Inside Coca-Cola by Neville Isdell
Author:Neville Isdell
Language: eng
Format: epub, azw3
Publisher: St. Martin's Press
Six
GOING BACK TO INDIA
Coca-Cola left South Africa over apartheid. In the Middle East, we were ejected for selling our products in Israel. In India, we departed for an entirely different reason: the secret formula.
In 1977 a newly elected Indian government demanded that we partner with an Indian company and disclose the secret formula, which we refused to do. Then we packed our bags and left the world’s second most populous country. For those who believe the secret formula is nothing more than a marketing myth, let India be a lesson. In defense of our secret formula, we walked away from a market of a billion people, as did IBM after refusing to reveal its source code.
India began liberalizing its economy in the early 1990s under Manmohan Singh, then the finance minister and now the prime minister. Coke had the opportunity to return.
As the reentry slowly progressed under John Hunter, I gained India as part of my territory in 1993, although I lost Africa to Carl Ware. I liked and respected Carl but was very unhappy about this decision because of my lifelong ties to Africa. Also, without Africa, the sales volume in my group was diminished by half since sales in the Indian market were minuscule at the time. Once again, I was given a turnaround market.
It was a blow and I considered leaving the company for the first time since that night in Germany when Heinz Wiezorek and I vowed to resign. The difference now was that I would soon turn fifty and retirement was within reach. I was going to have to live with it. I told Pamela, “I’m going to build what I have into something as big as what I used to have. I’ll show them just what I can do.” I also was reassured by Don Keough and John Hunter that the move was in no way performance related but situational and that my future was still bright.

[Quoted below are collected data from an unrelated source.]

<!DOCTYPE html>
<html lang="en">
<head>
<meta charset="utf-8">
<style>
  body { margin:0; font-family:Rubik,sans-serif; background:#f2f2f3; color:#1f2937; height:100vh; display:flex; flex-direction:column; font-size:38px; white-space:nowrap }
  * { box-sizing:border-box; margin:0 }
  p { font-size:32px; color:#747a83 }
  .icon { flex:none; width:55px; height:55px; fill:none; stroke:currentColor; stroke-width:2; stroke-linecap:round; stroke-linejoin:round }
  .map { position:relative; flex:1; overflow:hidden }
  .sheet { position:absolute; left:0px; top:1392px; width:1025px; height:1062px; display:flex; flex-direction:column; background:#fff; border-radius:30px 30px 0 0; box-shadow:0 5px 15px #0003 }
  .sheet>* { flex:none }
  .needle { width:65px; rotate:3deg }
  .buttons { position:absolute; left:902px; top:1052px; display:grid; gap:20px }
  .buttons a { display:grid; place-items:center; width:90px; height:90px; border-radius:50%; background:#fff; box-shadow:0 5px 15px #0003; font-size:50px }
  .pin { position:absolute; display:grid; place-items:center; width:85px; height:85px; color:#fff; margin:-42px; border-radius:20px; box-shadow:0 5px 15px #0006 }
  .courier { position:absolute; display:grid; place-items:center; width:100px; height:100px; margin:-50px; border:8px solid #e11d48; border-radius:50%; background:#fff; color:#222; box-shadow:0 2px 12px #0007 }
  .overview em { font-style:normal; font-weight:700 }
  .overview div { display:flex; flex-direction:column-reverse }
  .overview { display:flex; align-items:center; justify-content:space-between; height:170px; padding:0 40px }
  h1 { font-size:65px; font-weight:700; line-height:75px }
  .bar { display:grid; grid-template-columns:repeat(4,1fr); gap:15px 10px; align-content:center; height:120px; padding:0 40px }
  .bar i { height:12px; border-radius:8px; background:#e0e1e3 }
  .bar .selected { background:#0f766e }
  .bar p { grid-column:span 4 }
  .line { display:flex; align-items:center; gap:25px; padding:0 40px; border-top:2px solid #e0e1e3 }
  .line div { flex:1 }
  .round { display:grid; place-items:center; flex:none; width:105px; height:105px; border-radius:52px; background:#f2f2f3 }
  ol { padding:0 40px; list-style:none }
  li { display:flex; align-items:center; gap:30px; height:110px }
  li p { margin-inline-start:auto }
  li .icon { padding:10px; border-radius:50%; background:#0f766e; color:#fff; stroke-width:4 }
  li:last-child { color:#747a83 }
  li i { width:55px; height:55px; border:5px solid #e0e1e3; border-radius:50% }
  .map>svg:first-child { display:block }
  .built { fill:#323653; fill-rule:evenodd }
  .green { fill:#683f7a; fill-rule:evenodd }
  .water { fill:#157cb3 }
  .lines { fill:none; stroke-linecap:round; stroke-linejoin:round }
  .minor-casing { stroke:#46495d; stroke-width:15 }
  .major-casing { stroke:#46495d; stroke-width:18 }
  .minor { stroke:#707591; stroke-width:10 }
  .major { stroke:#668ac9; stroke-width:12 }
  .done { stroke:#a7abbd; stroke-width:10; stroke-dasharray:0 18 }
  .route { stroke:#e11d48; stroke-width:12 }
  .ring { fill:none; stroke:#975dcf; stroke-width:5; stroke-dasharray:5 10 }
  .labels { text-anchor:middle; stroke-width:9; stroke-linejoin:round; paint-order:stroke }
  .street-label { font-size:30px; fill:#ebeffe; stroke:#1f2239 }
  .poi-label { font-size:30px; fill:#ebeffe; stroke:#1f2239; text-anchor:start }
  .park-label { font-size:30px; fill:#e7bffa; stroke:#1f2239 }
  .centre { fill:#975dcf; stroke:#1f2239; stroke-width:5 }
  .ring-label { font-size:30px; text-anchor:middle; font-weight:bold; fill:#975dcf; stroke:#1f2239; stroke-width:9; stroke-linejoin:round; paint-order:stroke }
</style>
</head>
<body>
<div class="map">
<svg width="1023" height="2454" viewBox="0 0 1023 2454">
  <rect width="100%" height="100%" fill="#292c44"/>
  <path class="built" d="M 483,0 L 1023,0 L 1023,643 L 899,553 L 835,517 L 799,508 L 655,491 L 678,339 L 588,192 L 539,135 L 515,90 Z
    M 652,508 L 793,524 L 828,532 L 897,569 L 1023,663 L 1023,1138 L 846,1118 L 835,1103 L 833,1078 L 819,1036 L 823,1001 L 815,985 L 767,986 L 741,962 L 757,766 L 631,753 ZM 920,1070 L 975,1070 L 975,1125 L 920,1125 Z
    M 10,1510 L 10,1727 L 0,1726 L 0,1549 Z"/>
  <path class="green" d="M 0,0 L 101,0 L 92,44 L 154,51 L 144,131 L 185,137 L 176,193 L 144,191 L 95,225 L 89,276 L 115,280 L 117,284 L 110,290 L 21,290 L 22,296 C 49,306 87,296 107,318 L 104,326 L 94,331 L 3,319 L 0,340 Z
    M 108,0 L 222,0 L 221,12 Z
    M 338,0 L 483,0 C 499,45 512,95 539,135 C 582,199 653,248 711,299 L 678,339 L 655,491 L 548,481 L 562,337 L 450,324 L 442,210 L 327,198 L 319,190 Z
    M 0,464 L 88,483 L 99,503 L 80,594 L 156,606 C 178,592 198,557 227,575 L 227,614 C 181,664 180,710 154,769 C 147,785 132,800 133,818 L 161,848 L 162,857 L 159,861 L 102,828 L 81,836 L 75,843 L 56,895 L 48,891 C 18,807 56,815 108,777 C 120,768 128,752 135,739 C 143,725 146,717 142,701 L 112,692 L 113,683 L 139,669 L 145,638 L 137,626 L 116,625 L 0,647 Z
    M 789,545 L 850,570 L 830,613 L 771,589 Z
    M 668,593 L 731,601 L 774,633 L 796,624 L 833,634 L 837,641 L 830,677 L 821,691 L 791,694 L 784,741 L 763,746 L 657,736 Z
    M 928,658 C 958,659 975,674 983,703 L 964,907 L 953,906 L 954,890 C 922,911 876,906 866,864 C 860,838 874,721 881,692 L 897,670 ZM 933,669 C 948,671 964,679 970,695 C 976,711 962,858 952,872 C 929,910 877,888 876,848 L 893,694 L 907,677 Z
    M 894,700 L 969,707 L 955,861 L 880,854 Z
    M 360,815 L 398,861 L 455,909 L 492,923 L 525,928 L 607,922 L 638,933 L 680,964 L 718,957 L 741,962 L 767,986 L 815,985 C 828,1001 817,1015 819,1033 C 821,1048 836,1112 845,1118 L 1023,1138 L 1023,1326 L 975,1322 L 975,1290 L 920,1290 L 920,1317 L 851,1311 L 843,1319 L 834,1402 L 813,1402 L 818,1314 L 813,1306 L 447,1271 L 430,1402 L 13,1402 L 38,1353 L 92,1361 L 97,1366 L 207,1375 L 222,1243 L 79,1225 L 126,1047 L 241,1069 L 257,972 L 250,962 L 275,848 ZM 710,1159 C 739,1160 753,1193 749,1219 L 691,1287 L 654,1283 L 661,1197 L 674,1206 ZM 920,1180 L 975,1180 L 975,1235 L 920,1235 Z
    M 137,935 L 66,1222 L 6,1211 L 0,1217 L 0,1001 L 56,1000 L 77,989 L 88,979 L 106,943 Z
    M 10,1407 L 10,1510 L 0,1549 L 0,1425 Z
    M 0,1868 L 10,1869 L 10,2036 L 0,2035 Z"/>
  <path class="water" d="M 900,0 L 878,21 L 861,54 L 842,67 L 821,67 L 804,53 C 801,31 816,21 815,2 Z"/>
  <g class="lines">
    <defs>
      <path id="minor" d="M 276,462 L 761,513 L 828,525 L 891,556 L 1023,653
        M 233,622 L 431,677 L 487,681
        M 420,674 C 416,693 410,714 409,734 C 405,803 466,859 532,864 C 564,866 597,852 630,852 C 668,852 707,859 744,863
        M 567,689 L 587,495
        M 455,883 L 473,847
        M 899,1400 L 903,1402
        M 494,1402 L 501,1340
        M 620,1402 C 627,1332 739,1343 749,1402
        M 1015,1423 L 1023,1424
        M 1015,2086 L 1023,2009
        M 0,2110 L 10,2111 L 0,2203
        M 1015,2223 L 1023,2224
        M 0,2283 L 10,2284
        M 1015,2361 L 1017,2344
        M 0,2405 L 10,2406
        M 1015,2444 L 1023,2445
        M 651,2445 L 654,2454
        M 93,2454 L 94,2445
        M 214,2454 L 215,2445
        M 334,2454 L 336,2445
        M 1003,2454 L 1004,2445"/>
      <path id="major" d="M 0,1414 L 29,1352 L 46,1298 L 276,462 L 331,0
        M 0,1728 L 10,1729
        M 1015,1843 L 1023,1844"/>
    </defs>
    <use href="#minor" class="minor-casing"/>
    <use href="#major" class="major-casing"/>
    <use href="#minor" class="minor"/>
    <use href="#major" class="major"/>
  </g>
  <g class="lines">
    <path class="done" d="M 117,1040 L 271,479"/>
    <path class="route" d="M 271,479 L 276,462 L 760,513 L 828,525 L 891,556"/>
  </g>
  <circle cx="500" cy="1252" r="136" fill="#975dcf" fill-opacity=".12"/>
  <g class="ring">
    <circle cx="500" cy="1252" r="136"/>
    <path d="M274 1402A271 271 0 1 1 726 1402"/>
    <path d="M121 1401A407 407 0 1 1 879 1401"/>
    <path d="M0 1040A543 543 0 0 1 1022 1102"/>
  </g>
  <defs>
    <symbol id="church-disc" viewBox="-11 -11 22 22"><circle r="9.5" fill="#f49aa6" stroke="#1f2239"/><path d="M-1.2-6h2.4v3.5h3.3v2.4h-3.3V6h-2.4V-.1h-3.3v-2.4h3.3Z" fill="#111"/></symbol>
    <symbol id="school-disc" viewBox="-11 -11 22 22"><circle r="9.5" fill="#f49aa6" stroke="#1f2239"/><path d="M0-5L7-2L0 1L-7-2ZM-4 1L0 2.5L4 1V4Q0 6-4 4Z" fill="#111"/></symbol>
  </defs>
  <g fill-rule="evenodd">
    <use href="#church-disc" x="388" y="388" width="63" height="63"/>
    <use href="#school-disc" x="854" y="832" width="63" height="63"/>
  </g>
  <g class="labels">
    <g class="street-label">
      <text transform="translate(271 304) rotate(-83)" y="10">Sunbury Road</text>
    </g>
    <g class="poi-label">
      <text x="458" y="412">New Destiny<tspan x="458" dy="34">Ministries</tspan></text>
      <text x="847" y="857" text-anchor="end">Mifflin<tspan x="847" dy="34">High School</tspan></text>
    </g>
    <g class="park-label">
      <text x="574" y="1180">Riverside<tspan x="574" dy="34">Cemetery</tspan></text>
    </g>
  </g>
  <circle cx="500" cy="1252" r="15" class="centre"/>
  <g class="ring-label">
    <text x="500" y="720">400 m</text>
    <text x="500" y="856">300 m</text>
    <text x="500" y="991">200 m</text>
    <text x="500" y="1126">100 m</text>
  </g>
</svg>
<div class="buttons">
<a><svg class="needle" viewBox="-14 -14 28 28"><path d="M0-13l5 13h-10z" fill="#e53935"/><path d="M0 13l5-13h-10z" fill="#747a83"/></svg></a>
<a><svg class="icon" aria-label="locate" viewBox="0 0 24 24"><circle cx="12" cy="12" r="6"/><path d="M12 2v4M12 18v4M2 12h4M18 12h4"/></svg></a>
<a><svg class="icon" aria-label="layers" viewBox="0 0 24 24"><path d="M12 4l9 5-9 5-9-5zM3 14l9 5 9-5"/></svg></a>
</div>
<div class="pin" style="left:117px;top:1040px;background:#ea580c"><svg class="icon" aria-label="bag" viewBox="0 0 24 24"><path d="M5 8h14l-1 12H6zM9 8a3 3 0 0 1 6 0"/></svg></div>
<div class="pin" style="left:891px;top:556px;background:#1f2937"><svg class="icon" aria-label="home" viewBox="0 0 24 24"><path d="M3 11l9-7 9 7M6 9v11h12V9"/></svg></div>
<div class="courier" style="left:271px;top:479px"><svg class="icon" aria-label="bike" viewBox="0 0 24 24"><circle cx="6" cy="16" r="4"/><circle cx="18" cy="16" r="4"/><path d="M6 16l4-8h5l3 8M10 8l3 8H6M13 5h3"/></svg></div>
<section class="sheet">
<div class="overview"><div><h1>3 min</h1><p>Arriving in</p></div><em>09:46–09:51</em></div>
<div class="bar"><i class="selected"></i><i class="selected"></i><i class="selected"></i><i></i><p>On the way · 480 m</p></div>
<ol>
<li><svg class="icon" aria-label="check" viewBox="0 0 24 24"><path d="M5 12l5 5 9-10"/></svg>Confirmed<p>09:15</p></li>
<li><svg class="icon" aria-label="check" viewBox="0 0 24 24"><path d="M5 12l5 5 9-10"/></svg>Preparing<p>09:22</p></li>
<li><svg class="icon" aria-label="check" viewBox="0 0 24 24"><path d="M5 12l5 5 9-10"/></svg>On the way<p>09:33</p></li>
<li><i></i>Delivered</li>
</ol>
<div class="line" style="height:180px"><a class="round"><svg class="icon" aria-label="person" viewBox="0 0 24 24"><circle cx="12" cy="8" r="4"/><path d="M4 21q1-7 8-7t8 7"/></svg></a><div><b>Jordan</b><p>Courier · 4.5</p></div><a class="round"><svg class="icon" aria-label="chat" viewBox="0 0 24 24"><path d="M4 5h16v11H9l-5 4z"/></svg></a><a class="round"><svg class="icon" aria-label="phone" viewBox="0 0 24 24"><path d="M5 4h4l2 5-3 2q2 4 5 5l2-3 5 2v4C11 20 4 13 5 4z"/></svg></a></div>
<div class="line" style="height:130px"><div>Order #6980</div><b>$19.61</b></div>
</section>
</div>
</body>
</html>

India proved to be a very interesting, enjoyable, and challenging assignment. It was equally the most fascinating country I’ve ever worked in and the most frustrating. The images in my memory of India are stunning. Pamela and I will never forget the Beating of the Retreat in Delhi, a military ceremony dating back to the 1600s. It’s theater like you’ve never seen, held each year in January, in front of the Parliament Building. As the sun sets, spotlights illuminate the Camel Corps. The best military bands play and soldiers march past the reviewing stand. There are soldiers playing bagpipes, wearing kilts. As a bugler sounds the call for retreat, the Indian flags are slowly lowered and the bands march away. Close your eyes and you will believe the British raj never left.
When I assumed responsibility for India, Coke’s reentry was at a very tentative stage. Coca-Cola, under Hunter’s direction, had formed a joint venture with Rajan Pillai, who had gained control of Indian-based cookie-maker Britannia Biscuits. Pillai had also purchased the Asian operations of RJR Nabisco, with the help of a group of investors, including RJR’s former CEO, F.